8.3. Merging and Tidying Data¶

In this section, we will learn how to merge two data frames that contain information that we wish to put together. This will create a new data frame that contains the information of both data frames as long as they have a primary and foreign key, meaning they have to have a unique column in common. Then we will learn the basic principles of tidying up data and the relationships that a data set can have.

Now that we know how the file is encoded, we can read it easily.

c_codes = pd.read_csv('Data/country_codes.csv', encoding='iso-8859-1')
c_codes.head()

	country	code_2	code_3	country_code	iso_3166_2	continent	sub_region	region_code	sub_region_code
0	Afghanistan	AF	AFG	4	ISO 3166-2:AF	Asia	Southern Asia	142.0	34.0
1	Åland Islands	AX	ALA	248	ISO 3166-2:AX	Europe	Northern Europe	150.0	154.0
2	Albania	AL	ALB	8	ISO 3166-2:AL	Europe	Southern Europe	150.0	39.0
3	Algeria	DZ	DZA	12	ISO 3166-2:DZ	Africa	Northern Africa	2.0	15.0
4	American Samoa	AS	ASM	16	ISO 3166-2:AS	Oceania	Polynesia	9.0	61.0

This DataFrame has a lot of information, and we can add all or just a bit of it to our United Nations DataFrame using the merge method of Pandas.

Before we merge, let’s clean up the column names on the undf data frame and rename country to code_3 to be consistent with the above.

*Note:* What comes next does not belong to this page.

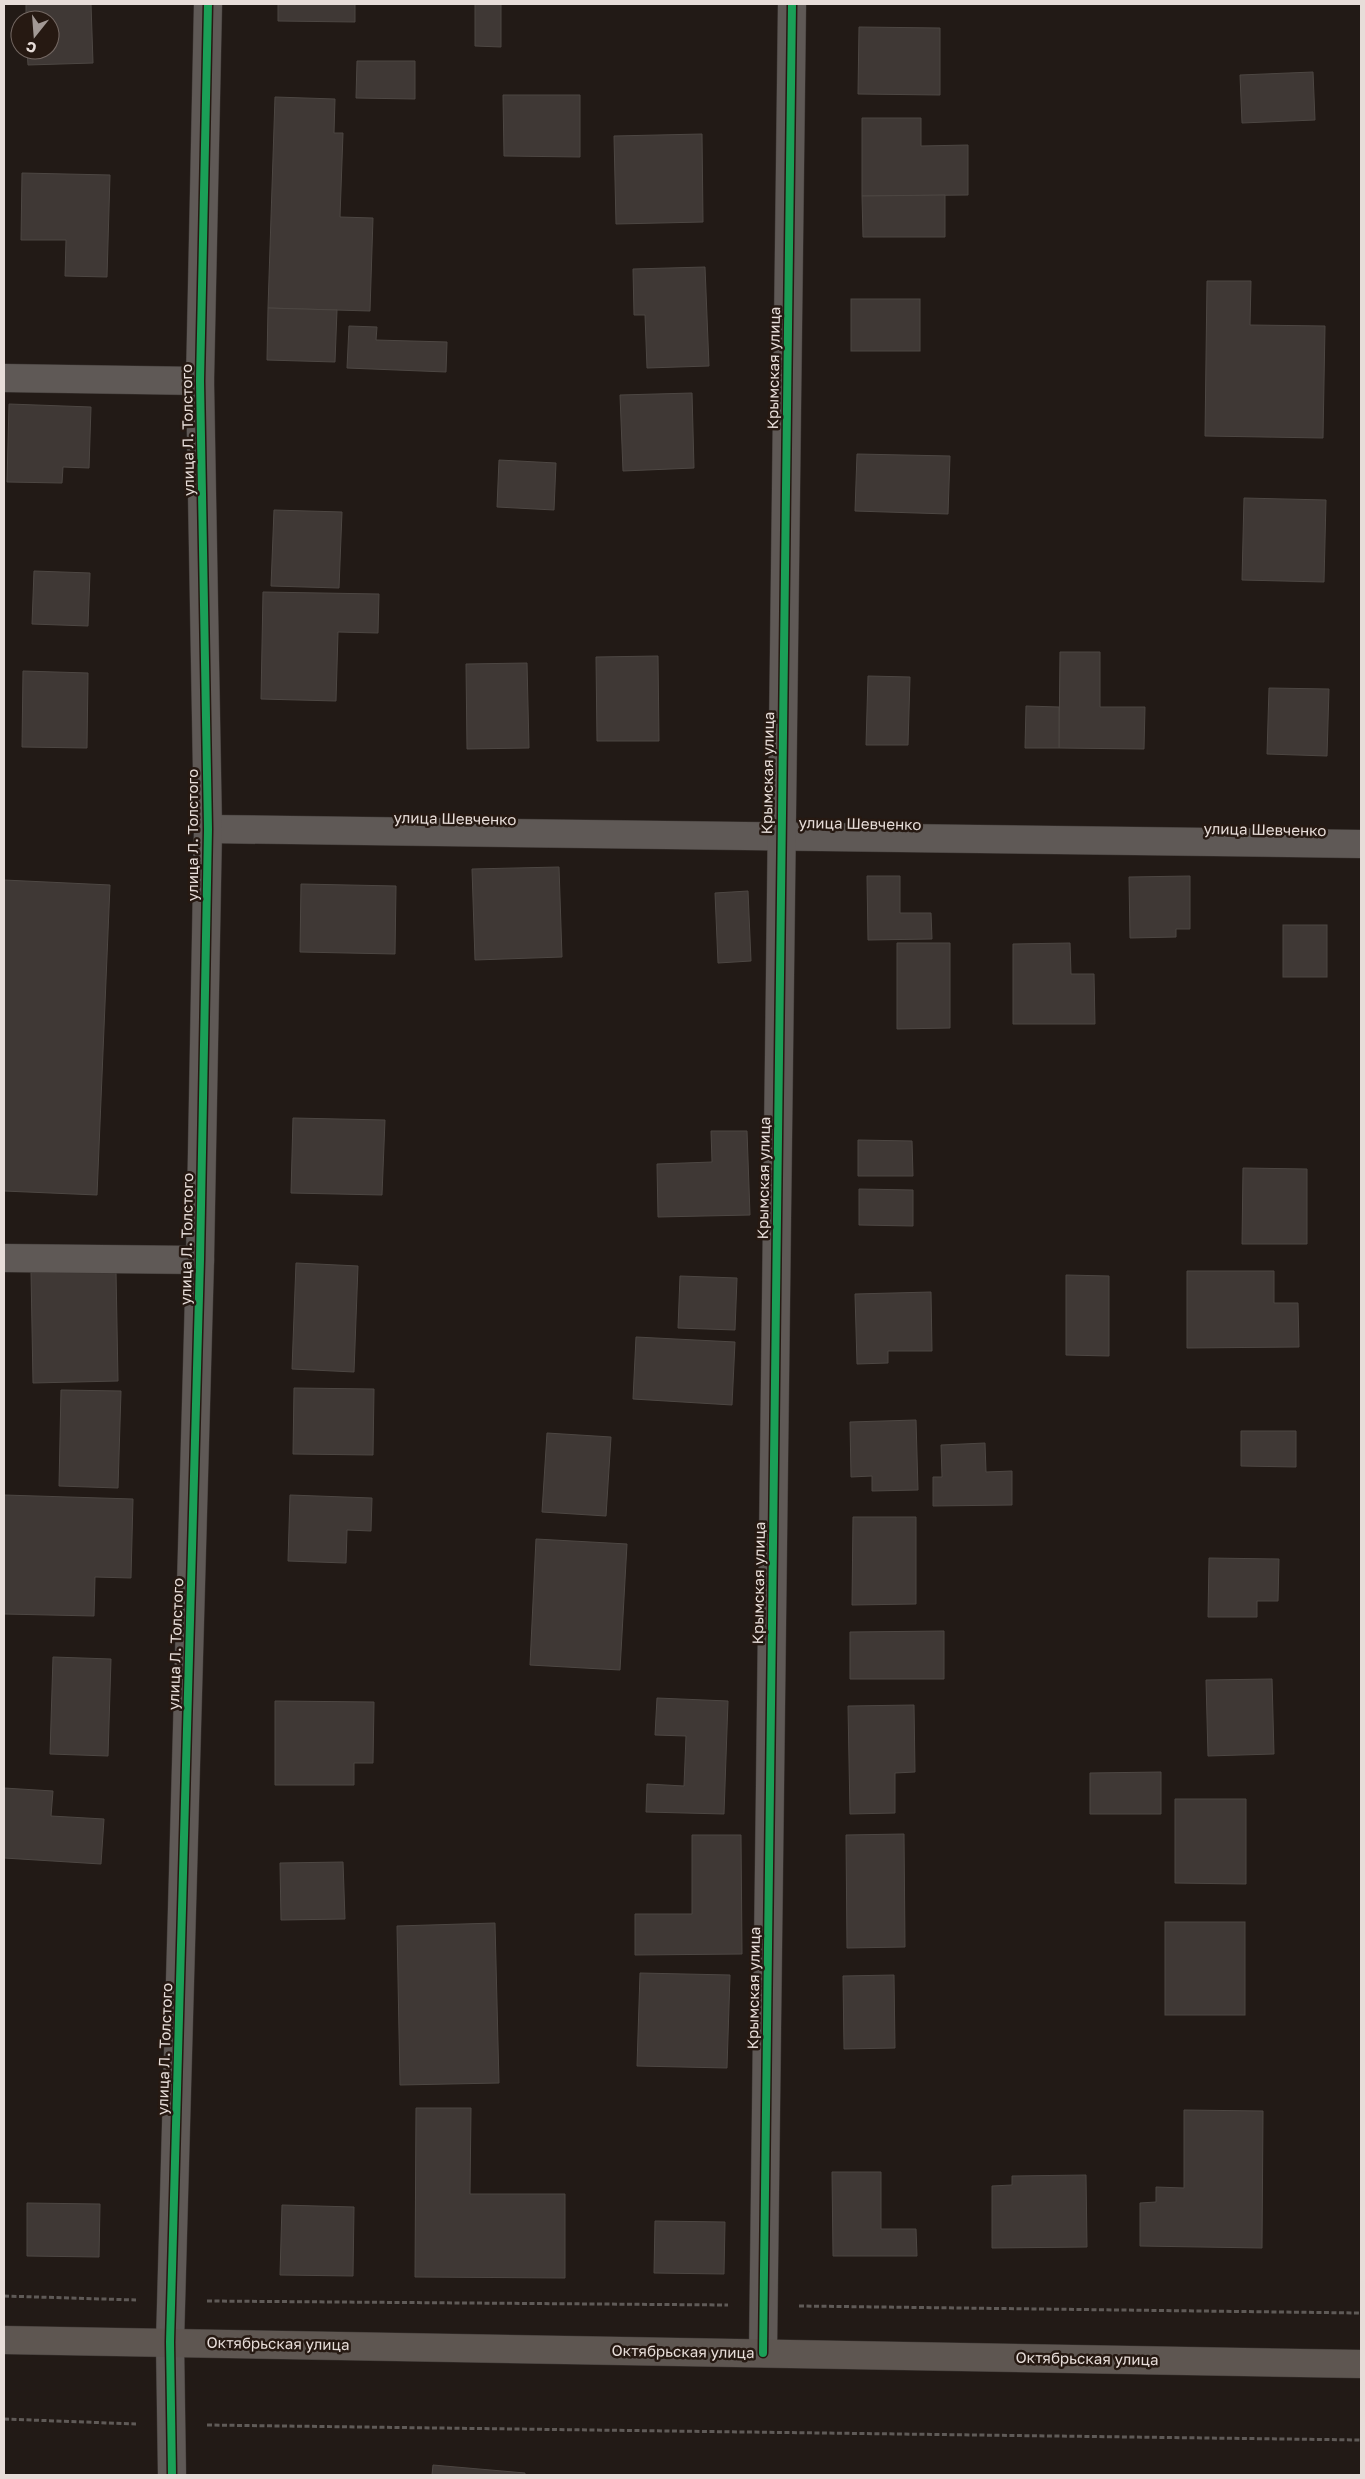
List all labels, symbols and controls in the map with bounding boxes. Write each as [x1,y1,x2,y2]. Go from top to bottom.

undf.columns = ['session', 'year', 'code_3', 'text']
undf.head()

	session	year	code_3	text
0	44	1989	MDV	It is indeed a pleasure for me and the member...
1	44	1989	FIN	\nMay I begin by congratulating you. Sir, on ...
2	44	1989	NER	\nMr. President, it is a particular pleasure ...
3	44	1989	URY	\nDuring the debate at the fortieth session o...
4	44	1989	ZWE	I should like at the outset to express my del...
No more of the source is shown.